By Anne-Marie Vettorel
Look at a bag of trash on Gould or Dundas streets and you’ll see that an overwhelming amount of Toronto garbage is food related.
Single-use cups, fast-food packaging, recyclable plastic bottles, Styrofoam containers and other silent eco-assassins are so common that they don’t seem like a big deal .
But how are students, take-out kings and queens who often don’t have time to sit down for a meal, supposed to reduce their impact? Here are five ways to give your lunches less bite.
1) Brew at home
Prepare coffee or tea at home before class, or at least give your neighbourhood barista your travel mug to fill.
Pick up your mug as you head out the door, even if you don’t feel like filling it right away. It’ll be on hand for pick-me-ups later, and you can drink water out of it in the meantime.
2) Don’t buy bottled or fountain pop
The Coca Cola Company, PepsiCo and the rest of the beverage industry spends millions lobbying for non-refillable bottles to avoid bearing the refilling costs, but this is an unsustainable practice. Plastic bottles and cans still require valuable resources to produce and recycle, and whatever is inside can almost always be purchased in bulk. Avoid this route altogether: drink water out of a refillable container, or sit down for a glass of soda.
3) Sharing is caring
Buy bigger portions when you eat out and split them to cut down on packaging waste. Another option is to save the leftovers in your fridge. Suddenly one container yields double the meals.

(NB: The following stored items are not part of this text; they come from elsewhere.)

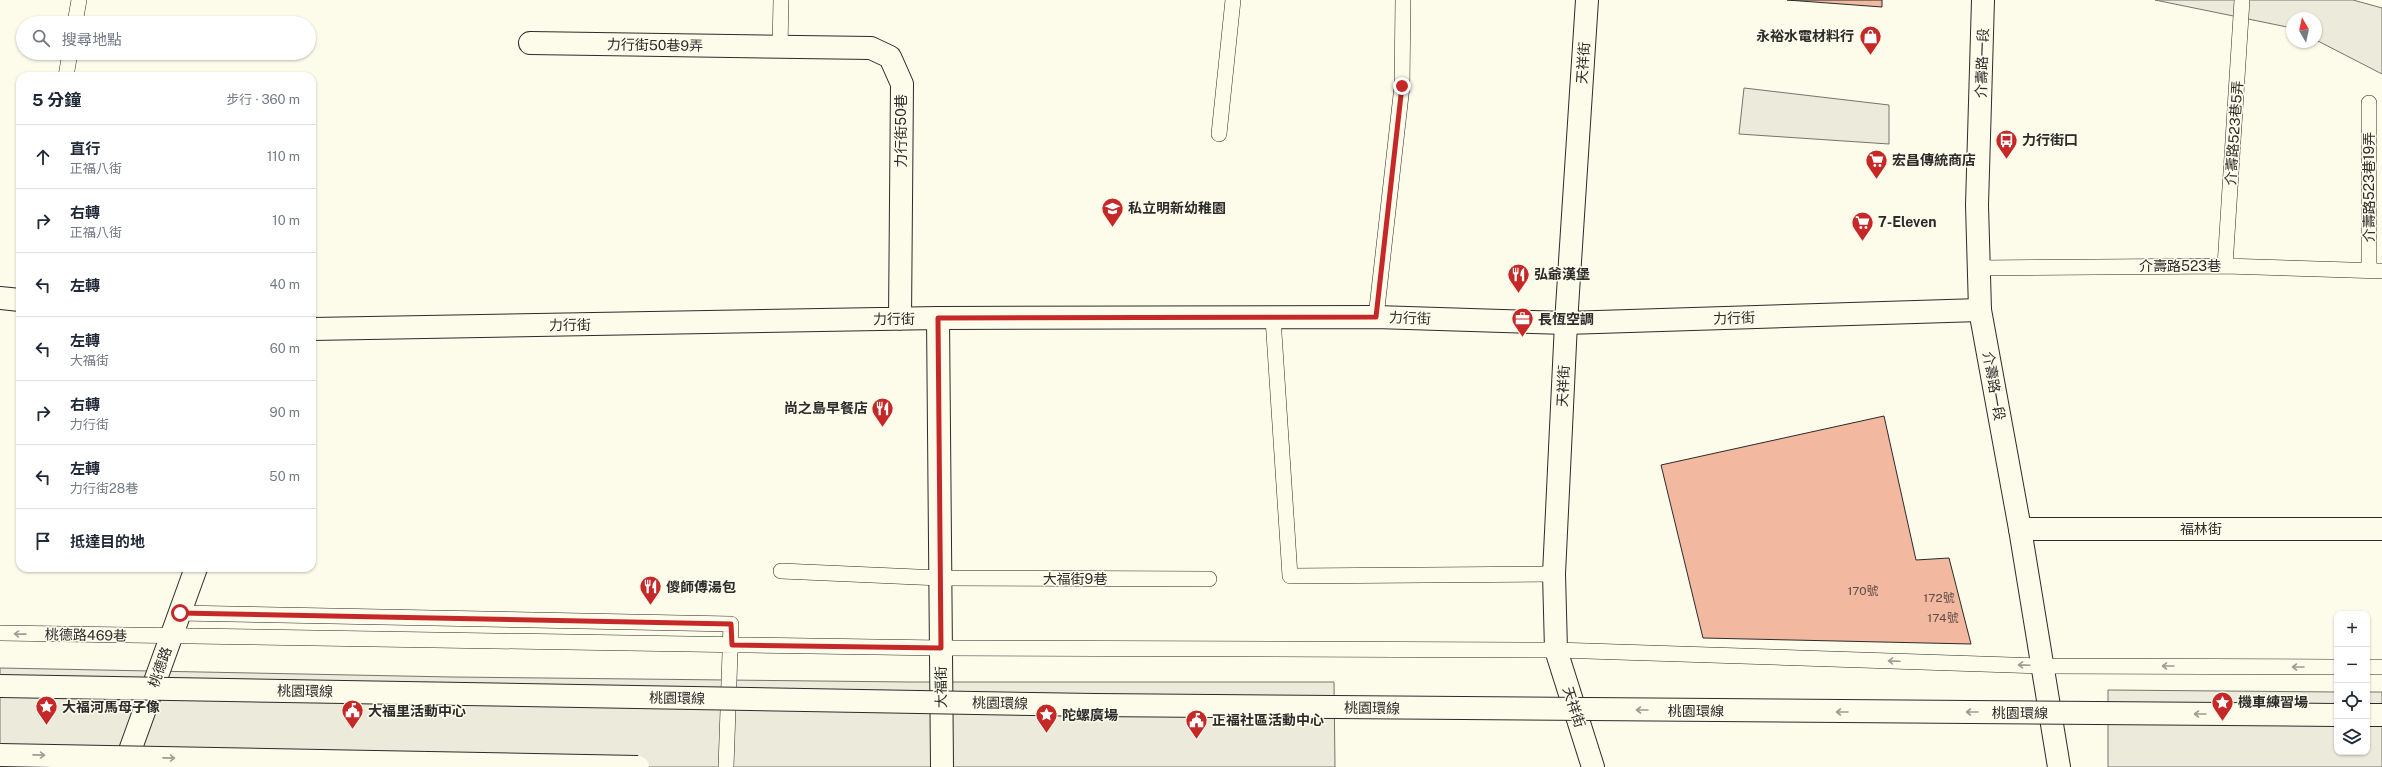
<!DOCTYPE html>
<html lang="zh-TW">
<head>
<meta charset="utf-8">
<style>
	body { margin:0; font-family:"Public Sans","Noto Sans TC",sans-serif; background:#f2f2f3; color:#1f2937 }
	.controls { position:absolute; right:12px; bottom:12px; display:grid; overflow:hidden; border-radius:8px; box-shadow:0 1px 3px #0004 }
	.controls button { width:36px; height:36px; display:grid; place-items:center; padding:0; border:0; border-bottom:1px solid #e0e1e3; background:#fff; color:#1f2937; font:20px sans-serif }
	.compass { position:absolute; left:2286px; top:12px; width:36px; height:36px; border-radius:50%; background:#fff; box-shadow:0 1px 3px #0004; rotate:351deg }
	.stop { position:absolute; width:12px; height:12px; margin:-9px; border:3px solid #c62828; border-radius:50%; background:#fff }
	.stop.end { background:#c62828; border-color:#fff; box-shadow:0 1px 4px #0008 }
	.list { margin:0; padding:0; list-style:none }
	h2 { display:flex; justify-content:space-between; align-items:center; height:52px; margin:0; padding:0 16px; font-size:17px }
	h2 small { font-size:13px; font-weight:400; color:#747a83 }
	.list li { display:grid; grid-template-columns:26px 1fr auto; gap:12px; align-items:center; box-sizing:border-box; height:64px; padding:0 16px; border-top:1px solid #e0e1e3 }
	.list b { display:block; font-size:15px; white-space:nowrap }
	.list p { margin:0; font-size:13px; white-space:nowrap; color:#747a83 }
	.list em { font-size:13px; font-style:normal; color:#747a83 }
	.icon { flex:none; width:22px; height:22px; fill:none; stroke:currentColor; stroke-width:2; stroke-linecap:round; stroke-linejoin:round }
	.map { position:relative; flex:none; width:2382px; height:767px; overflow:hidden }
	.search { position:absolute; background:#fff; box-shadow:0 1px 3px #0004; left:16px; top:16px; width:300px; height:44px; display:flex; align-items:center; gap:10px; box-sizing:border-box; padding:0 14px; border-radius:22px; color:#747a83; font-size:15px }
	.panel { position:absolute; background:#fff; box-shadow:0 1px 3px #0004; left:16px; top:72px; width:300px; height:500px; border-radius:12px }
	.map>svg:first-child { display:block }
	.green { fill:#ecebdb; stroke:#74746e }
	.parking { fill:#eceadb; stroke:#74746e }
	.building { fill:#f2b8a0; stroke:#2b2b2b }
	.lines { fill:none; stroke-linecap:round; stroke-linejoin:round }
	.lane-casing { stroke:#2b2b2b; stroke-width:16 }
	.street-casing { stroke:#2b2b2b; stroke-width:24 }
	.primary-casing { stroke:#2b2b2b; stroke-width:24 }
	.highway-casing { stroke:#2b2b2b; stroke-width:24 }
	.lane { stroke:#fdfbea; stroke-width:15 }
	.street { stroke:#fdfbea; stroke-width:22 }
	.primary { stroke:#fdfbea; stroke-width:22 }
	.highway { stroke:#fdfbea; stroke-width:22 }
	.highway-bridge-casing { stroke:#2b2b2b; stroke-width:24; stroke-linecap:butt }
	.highway-bridge { stroke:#fdfbea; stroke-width:22 }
	.oneway { stroke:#9e9d94 }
	.route { stroke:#c62828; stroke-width:5 }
	.labels { text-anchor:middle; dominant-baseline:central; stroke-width:3; stroke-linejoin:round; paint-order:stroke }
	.number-label { font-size:12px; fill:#5d4e48 }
	.poi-label { font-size:14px; font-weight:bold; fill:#2b2b2b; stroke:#fdfbea; text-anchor:start }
	.street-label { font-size:14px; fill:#2b2b2b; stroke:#fdfbea }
</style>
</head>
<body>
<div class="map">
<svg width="2382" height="767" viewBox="0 0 2382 767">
	<rect width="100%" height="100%" fill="#fdfbea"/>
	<path class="green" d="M2155 0H2353L2382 8V74L2316 40V18H2292V28Z
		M0 668 452 677 909 682H1334L1335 767H0Z"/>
	<path class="parking" d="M1744 88 1889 105V144L1739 134Z
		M2108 690 2337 692V752H2367V692H2382V767H2108Z"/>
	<path class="building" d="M1787 0H1882V7Z
		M1884 416 1916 560 1949 558 1971 644 1703 638 1661 465Z"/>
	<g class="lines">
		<defs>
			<path id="lane" d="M75 23 79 0
				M780 47 781 0
				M66 76 70 53
				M1219 134 1233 0
				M2225 266 2242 0
				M1978 268 2225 266 2382 271
				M2369 270V103
				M1376 317 1402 86 1403 0
				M1273 318 1290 576 1554 574
				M781 571 940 578 1209 579
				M179 613 731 624 726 767
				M0 633 941 648 1556 650 2043 666 2337 667
				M2367 667H2382"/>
			<path id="street" d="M1587 0 1566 323 1554 574 1556 650 1593 767
				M530 43 871 48 890 57 902 84 900 319
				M0 298 20 300
				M938 318 942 767
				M312 329 938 318 1376 317 1566 323 1980 310
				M2020 529H2382
				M124 767 196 568"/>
			<path id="primary" d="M1983 0 1977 205 1980 310 2020 529 2059 767"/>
			<path id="highway" d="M2367 715H2382"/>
		</defs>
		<use href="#lane" class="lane-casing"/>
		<use href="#street" class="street-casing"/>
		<use href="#primary" class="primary-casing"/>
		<use href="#highway" class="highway-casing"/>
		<use href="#lane" class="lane"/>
		<use href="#street" class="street"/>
		<use href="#primary" class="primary"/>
		<use href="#highway" class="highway"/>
		<defs>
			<path id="highway-bridge" d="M0 686 1095 705 2337 715
				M0 755 638 767"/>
		</defs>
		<use href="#highway-bridge" class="highway-bridge-casing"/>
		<use href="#highway-bridge" class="highway-bridge"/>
	</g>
	<defs><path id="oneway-shaft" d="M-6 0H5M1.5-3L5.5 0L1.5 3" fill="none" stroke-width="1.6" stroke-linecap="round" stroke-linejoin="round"/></defs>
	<g class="oneway">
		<use href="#oneway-shaft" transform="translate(20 634) rotate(-179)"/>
		<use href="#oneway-shaft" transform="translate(1894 661) rotate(-178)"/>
		<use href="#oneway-shaft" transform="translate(2024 665) rotate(-178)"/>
		<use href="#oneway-shaft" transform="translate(2168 666) rotate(-180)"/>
		<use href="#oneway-shaft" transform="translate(2298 667) rotate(-180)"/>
		<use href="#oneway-shaft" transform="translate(1642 710) rotate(-180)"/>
		<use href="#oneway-shaft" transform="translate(1842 712) rotate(-180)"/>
		<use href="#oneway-shaft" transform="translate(1972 712) rotate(-180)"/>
		<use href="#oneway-shaft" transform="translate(2200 714) rotate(-180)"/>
		<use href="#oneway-shaft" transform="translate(39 755) rotate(1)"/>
		<use href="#oneway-shaft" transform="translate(169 758) rotate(1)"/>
	</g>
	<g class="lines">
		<path class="route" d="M180 613 731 624 732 645 941 648 938 318 1376 317 1402 86"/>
	</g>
	<defs>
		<symbol id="shop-pin" viewBox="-11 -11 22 30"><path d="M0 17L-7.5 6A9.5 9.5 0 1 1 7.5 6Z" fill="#c62828" stroke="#fdfbea"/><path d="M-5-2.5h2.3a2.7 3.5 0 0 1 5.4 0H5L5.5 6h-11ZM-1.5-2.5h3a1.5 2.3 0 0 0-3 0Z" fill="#fff"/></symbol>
		<symbol id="bus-pin" viewBox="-11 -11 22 30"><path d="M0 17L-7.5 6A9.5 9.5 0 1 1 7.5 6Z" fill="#c62828" stroke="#fdfbea"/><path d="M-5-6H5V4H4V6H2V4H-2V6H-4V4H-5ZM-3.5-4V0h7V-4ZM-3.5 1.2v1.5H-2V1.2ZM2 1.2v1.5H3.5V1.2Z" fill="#fff"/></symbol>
		<symbol id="supermarket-pin" viewBox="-11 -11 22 30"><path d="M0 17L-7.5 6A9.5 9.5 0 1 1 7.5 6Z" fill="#c62828" stroke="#fdfbea"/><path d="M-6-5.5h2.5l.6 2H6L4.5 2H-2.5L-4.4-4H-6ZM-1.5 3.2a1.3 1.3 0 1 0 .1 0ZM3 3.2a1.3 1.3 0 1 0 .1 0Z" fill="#fff"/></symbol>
		<symbol id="school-pin" viewBox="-11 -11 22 30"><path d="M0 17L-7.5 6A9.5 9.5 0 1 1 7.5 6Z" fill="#c62828" stroke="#fdfbea"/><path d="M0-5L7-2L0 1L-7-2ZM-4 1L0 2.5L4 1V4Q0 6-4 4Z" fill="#fff"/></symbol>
		<symbol id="restaurant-pin" viewBox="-11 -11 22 30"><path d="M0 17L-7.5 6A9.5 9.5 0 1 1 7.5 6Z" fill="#c62828" stroke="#fdfbea"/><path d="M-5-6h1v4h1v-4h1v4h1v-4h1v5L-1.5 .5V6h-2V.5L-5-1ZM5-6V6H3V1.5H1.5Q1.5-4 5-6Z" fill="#fff"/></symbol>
		<symbol id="office-pin" viewBox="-11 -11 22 30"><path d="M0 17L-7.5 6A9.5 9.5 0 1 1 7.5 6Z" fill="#c62828" stroke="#fdfbea"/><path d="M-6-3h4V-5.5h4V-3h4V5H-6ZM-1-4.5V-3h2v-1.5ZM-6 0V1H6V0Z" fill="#fff"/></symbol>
		<symbol id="sight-pin" viewBox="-11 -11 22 30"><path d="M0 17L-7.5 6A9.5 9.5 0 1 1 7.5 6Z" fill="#c62828" stroke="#fdfbea"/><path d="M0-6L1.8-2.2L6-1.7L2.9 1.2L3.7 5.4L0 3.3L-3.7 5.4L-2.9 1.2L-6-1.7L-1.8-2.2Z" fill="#fff"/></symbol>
		<symbol id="civic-pin" viewBox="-11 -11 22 30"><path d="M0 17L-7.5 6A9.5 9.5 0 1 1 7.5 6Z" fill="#c62828" stroke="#fdfbea"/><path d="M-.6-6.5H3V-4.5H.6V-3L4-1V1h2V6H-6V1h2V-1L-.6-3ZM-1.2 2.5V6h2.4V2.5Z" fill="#fff"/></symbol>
	</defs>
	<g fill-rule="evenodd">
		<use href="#shop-pin" x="1858" y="24" width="25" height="34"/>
		<use href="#bus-pin" x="1994" y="128" width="25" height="34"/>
		<use href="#supermarket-pin" x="1864" y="148" width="25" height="34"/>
		<use href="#school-pin" x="1100" y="196" width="25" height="34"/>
		<use href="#supermarket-pin" x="1850" y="210" width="25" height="34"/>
		<use href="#restaurant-pin" x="1506" y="262" width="25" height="34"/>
		<use href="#office-pin" x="1510" y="306" width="25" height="34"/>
		<use href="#restaurant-pin" x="870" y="396" width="25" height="34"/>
		<use href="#restaurant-pin" x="638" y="574" width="25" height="34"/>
		<use href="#sight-pin" x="2210" y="690" width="25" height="34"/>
		<use href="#sight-pin" x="34" y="694" width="25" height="34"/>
		<use href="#civic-pin" x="340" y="698" width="25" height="34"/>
		<use href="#sight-pin" x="1034" y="702" width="25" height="34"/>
		<use href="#civic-pin" x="1184" y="708" width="25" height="34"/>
	</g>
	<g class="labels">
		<g class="number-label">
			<text x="1863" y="591">170號</text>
			<text x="1939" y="598">172號</text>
			<text x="1943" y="618">174號</text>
		</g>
		<g class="poi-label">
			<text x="1854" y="36" text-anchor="end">永裕水電材料行</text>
			<text x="2022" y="140">力行街口</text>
			<text x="1892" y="160">宏昌傳統商店</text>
			<text x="1128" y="208">私立明新幼稚園</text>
			<text x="1878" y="222">7-Eleven</text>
			<text x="1534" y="274">弘爺漢堡</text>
			<text x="1538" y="319">長恆空調</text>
			<text x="868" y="408" text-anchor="end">尚之島早餐店</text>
			<text x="666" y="587">儍師傅湯包</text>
			<text x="2238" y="702">機車練習場</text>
			<text x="62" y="707">大福河馬母子像</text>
			<text x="368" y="711">大福里活動中心</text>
			<text x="1062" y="715">陀螺廣場</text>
			<text x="1212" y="720">正福社區活動中心</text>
		</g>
		<g class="street-label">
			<text transform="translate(655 45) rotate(1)">力行街50巷9弄</text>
			<text transform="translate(1583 63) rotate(-86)">天祥街</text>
			<text transform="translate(1982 63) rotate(-88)">介壽路一段</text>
			<text transform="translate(901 131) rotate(-90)">力行街50巷</text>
			<text transform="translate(2234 133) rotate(-86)">介壽路523巷5弄</text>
			<text transform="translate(2369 187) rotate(-90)">介壽路523巷19弄</text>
			<text x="2180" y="266">介壽路523巷</text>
			<text transform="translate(1410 318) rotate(2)">力行街</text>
			<text transform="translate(1734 318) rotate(-2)">力行街</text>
			<text transform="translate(894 319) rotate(-1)">力行街</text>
			<text transform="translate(570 325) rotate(-1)">力行街</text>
			<text transform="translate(1563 386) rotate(-87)">天祥街</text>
			<text transform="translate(1994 386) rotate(80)">介壽路一段</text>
			<text x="2201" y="529">福林街</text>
			<text x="1075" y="579">大福街9巷</text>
			<text transform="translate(86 635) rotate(1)">桃德路469巷</text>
			<text transform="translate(160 667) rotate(-70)">桃德路</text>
			<text transform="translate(941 687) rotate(-91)">大福街</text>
			<text transform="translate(305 691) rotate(1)">桃園環線</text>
			<text transform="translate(677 698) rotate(1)">桃園環線</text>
			<text transform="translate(1000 703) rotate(1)">桃園環線</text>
			<text transform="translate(1574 707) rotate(72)">天祥街</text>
			<text transform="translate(1372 708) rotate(1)">桃園環線</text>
			<text x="1696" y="711">桃園環線</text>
			<text x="2020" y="713">桃園環線</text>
		</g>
	</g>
</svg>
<div class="controls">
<button>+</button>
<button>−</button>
<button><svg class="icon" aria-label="locate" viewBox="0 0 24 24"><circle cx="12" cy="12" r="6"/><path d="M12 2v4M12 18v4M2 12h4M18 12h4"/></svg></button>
<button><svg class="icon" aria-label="layers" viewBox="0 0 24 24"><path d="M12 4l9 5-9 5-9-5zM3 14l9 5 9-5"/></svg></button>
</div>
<svg class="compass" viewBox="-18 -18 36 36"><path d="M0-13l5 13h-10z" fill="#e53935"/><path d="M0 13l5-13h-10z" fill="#747a83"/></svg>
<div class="stop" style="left:180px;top:613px"></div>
<div class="stop end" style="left:1402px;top:86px"></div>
<div class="search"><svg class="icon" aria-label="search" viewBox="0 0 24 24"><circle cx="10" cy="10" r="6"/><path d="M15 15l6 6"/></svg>搜尋地點</div>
<section class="panel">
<h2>5 分鐘<small>步行 · 360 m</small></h2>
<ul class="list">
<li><svg class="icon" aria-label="ahead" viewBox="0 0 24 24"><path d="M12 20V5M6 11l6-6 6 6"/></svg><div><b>直行</b><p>正福八街</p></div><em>110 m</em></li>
<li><svg class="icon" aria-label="right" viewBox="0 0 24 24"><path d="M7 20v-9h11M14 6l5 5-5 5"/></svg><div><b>右轉</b><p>正福八街</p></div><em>10 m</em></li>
<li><svg class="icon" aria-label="left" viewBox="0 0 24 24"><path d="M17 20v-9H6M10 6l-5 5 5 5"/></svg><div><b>左轉</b></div><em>40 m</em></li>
<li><svg class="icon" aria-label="left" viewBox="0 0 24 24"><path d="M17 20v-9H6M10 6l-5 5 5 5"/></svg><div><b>左轉</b><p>大福街</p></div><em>60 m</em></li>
<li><svg class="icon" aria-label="right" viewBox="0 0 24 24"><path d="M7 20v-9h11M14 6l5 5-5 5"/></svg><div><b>右轉</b><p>力行街</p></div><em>90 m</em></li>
<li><svg class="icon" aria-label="left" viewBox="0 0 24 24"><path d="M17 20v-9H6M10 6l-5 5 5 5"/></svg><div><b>左轉</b><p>力行街28巷</p></div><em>50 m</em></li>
<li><svg class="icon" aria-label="arrive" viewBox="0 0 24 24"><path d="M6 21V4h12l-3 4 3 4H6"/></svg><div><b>抵達目的地</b></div></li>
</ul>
</section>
</div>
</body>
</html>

4) Pick up containers that can be reused or are eco-friendly
I love getting Chinese food from Good View, but I also love that their plastic containers make mean Tupperware later. The Oakham Café uses Ecotainer biodegradable products, which are also a greener form of packaging
If you want to get really fancy, check out to-goware.com. Their products are easy to order. (Feel free to have them dropped off at the Eyeopener office, care of Anne-Marie Vettorel!)
5) Go meatless
According to the UN, 18 per cent of all greenhouse gas emissions come from beef production. Every little bit counts.
Around the world: Did you know that 72 per cent of beverage bottles in Germany are legally required to be refillable?